We therefore conclude that this misstatement, regardless of
17 whether it was intentional, did not undermine the fundamental
fairness of the trial.
¶ 43 Second, Podoba challenges the prosecutor’s following
comments about the evidence and, allegedly, the burden of proof:
Think back to what is not evidence and think back to that burden where you’re not to speculate.
You’re not to say, hey, what if hypothetically, little green men came down and they’re the ones that cause [J.M.] to break her collarbone? That’s speculation. That’s a vague, imaginary doubt. That’s not what reasonable doubt means when you go back and look at the evidence in this case.

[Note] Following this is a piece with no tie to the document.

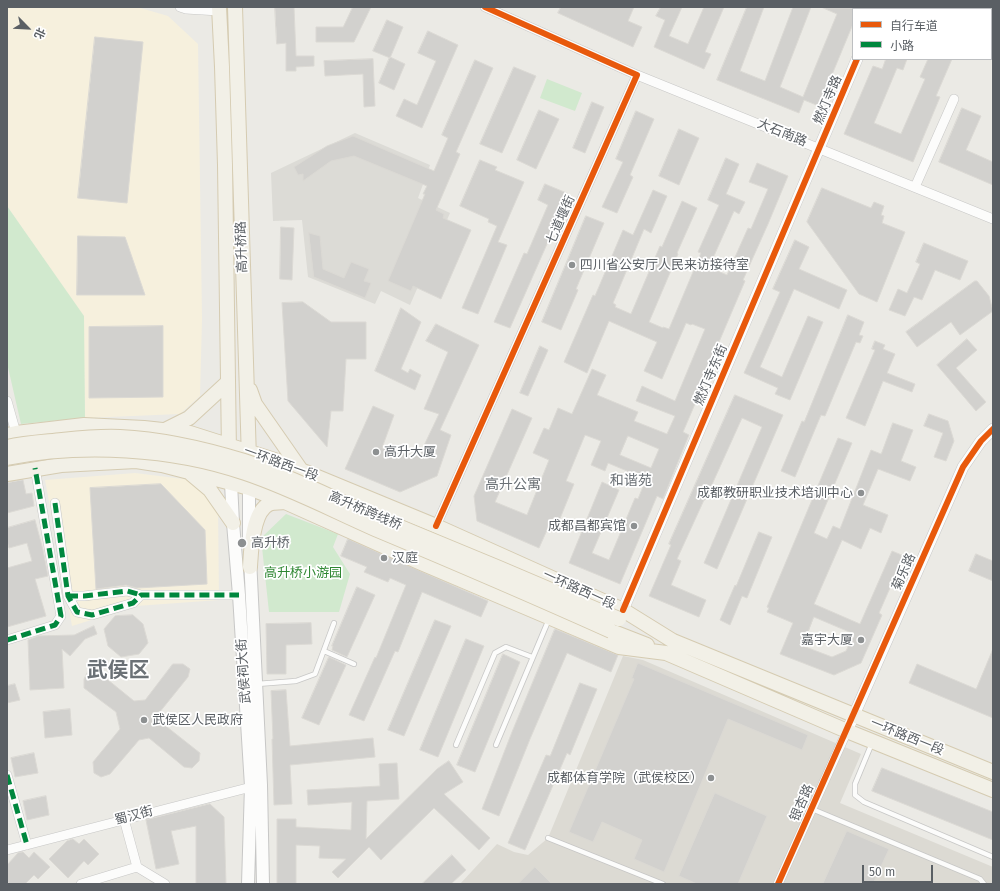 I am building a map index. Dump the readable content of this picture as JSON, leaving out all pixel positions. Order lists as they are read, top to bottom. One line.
{"streets":{"main road":["高升桥路","一环路西一段","高升桥跨线桥","武侯祠大街"],"street":["燃灯寺路","大石南路","七道堰街","燃灯寺东街","菊乐路","银杏路","蜀汉街"]},"crossings":[["燃灯寺路","大石南路"],["燃灯寺路","燃灯寺东街"],["大石南路","七道堰街"],["大石南路","燃灯寺东街"],["七道堰街","一环路西一段"],["高升桥路","一环路西一段"],["高升桥路","武侯祠大街"],["燃灯寺东街","一环路西一段"],["燃灯寺东街","高升桥跨线桥"],["一环路西一段","高升桥跨线桥"],["一环路西一段","菊乐路"],["一环路西一段","武侯祠大街"],["一环路西一段","银杏路"],["菊乐路","银杏路"],["武侯祠大街","蜀汉街"]],"districts":["和谐苑","高升公寓","武侯区"],"parks":["高升桥小游园"],"places":["四川省公安厅人民来访接待室","高升大厦","成都教研职业技术培训中心","成都昌都宾馆","高升桥","汉庭","嘉宇大厦","武侯区人民政府","成都体育学院（武侯校区）"],"legend":["自行车道","小路"],"scale_bar":"50 m","north":"bottom right"}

The prosecutor added during rebuttal closing: “Please consider what
evidence is in evidence that you have received and what has not
been provided to you.”
¶ 44 Considered in the context of the argument as a whole, we
disagree with Podoba’s suggestion that these comments implied
that he bore a burden of proof. Instead, we conclude that these
statements were proper reminders to decide the case based only on
the evidence presented. And the prosecutor’s use of an example of
doubt that is not reasonable (potential involvement of little green
men) did not misstate the reasonable doubt standard. See People v.
18 Samson, 2012 COA 167, ¶ 36 (concluding that prosecutor’s use of
similar rhetorical flourish did not preclude the jury from finding a
reasonable doubt based on the lack of evidence).
¶ 45 Third, Podoba argues that the prosecutor committed
misconduct by referring to Podoba’s collective actions as a “reign of
terror over [J.M.].” We disagree. The evidence in the case
suggested that Podoba repeatedly physically assaulted J.M. over a
period of months. The characterization of Podoba’s actions as a
reign of terror was within the prosecutor’s wide latitude to use
rhetorical flourishes and comment on facts in evidence. See
McMinn, ¶ 61 (Prosecutors can “employ rhetorical devices and
engage in oratorical embellishment.”).
VI. Cumulative Error
¶ 46 Because we have determined that there were not multiple
errors at trial, we necessarily reject Podoba’s argument that the
cumulative effect of alleged errors warrants relief.
VII. Restitution
¶ 47 Finally, Podoba argues that the trial court erred by entering a
restitution award before Podoba received service of the
19 prosecution’s request for a specific amount of restitution. The
Attorney General agrees, and so do we.
¶ 48 A restitution order is invalid if the defendant is not given
notice of the amount of restitution requested and the opportunity to
challenge that amount. People in Interest of J.L.R., 895 P.2d 1151,
1153 (Colo. App. 1995). The parties agree that Podoba received
neither notice of the amount requested nor the opportunity to
challenge it. The record does not suggest otherwise.
¶ 49 The parties also agree that reversal and remand is
appropriate. We do too, regardless of whether this issue was or
even could have been preserved. Even if plain error review applied,
this error would suffice. We therefore reverse the restitution award.
VIII. Disposition
¶ 50 The restitution order is reversed, and the judgment of
conviction is otherwise affirmed. The case is remanded to the trial
court with directions to provide Podoba an opportunity to challenge
the amount of requested restitution.
JUDGE SULLIVAN and JUDGE MEIRINK concur.